Loubet et al. [35] proposed a flat-ended punch model to estimate the stiffness of the specimen. Later, Hay et al. [36] showed that since the boundary conditions used in elastic contact models allow for inward displacement of the surface, a shape factor of the indenter, β, is introduced: (12) where S is the stiffness of the test material, obtained from the initial unloading slope at maximum load and maximum depth; A is the projected
contact area of the indenter at maximum loading condition; and E r is the reduced modulus or combined modulus. The value of shape factor β for a cylindrical indenter is 1 [37]. E r represents a balance between Young’s modulus of the sample, E s, EVP4593 purchase and that of the indenter, E i, because both the sample and the indenter experience elastic deformation during the indentation process: (13) where E and v are Young’s modulus and Poisson’s ratio for the specimen, respectively, and E 0 selleck compound and v 0 are the same parameters for the diamond indenter, respectively. The copper property used in this study’s calculation is v = 0.3 [38]. Since the diamond indenter in this study is assumed to be perfectly rigid with
E 0 = ∞, Equation 13 can be simplified as (14) Combining it with Equation 12, we obtain (15) In the end, the calculated Young’s modulus values of copper are 194.1 and 255.3 GPa for wet indentation (case 1) and dry indentation (case 2), respectively. Young’s modulus measured by dry indentation is significantly greater than that measured by wet indentation. This is attributed to its higher stiffness as observed during the initial unloading period from the load-unload curve, as shown in Figure 7. Figure 7 Load-unload curve for wet and dry indentations (cases 1 and 2). Furthermore, regarding the hardness and Young’s modulus measurements of the copper material, a comparison between this study and the literature is made in Table 5. The results of
MD simulation in this study are compared with the results obtained in other MD simulation studies of dry nano-indentation, as well as the experimental measurements obtained at micro- and nano-scale in the literature.

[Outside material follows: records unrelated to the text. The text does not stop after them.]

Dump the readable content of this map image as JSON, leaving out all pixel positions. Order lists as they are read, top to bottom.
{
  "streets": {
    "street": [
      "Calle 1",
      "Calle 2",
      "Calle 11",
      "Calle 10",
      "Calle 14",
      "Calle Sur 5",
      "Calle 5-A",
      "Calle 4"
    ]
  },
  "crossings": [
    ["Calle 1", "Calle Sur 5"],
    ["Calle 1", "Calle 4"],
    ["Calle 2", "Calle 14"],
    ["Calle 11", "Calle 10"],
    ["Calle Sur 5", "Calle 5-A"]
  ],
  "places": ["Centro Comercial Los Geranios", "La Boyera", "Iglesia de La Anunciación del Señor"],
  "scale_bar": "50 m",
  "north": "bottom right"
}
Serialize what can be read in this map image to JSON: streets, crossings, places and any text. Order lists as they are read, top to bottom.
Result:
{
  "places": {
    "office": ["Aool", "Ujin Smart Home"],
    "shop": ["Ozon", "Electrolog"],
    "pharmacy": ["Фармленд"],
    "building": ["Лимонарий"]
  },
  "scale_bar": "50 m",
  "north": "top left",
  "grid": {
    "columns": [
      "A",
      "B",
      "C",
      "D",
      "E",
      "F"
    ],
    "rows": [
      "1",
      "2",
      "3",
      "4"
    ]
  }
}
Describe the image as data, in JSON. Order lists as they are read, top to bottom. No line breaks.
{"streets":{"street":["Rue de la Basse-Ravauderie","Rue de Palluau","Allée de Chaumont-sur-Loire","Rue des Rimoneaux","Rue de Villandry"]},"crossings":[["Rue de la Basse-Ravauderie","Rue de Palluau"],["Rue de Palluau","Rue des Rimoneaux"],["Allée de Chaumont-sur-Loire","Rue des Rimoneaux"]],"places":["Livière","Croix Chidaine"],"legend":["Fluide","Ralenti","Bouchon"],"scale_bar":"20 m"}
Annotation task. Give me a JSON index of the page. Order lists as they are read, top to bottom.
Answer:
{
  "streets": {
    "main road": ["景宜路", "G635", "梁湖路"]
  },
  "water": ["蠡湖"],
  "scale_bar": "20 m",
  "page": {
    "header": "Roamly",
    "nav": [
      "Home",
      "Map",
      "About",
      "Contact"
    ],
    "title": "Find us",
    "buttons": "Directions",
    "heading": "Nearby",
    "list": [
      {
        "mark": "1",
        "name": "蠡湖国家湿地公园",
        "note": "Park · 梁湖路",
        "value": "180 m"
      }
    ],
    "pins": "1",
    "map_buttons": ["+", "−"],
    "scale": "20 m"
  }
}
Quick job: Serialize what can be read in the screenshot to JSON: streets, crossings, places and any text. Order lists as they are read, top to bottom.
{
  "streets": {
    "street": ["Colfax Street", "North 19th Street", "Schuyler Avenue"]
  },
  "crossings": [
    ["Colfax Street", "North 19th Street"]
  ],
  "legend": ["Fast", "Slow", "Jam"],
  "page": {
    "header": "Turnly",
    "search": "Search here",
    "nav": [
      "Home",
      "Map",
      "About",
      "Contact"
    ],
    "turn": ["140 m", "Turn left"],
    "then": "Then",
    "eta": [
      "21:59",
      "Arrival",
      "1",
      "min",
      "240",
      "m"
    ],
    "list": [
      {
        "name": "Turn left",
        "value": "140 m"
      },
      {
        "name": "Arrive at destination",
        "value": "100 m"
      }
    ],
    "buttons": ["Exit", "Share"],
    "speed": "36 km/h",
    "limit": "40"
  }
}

From the table, the hardness and Young’s modulus values obtained in our study are overall consistent with other PtdIns(3,4)P2 MD simulation studies in the literature. However, all the MD simulation studies produce higher values of hardness and Young’s modulus than the existing experiment studies. The large discrepancy is due to the scale differences between MD simulation and experiment. The simulation assumes a SRT1720 cell line perfect structure of single-crystalline copper lattice at the nano/atomistic scale, which is smaller than any existing nano-indentation experiments. Within the regular high-purity copper, many defects exist such as grain boundaries and precipitates at the grain boundaries.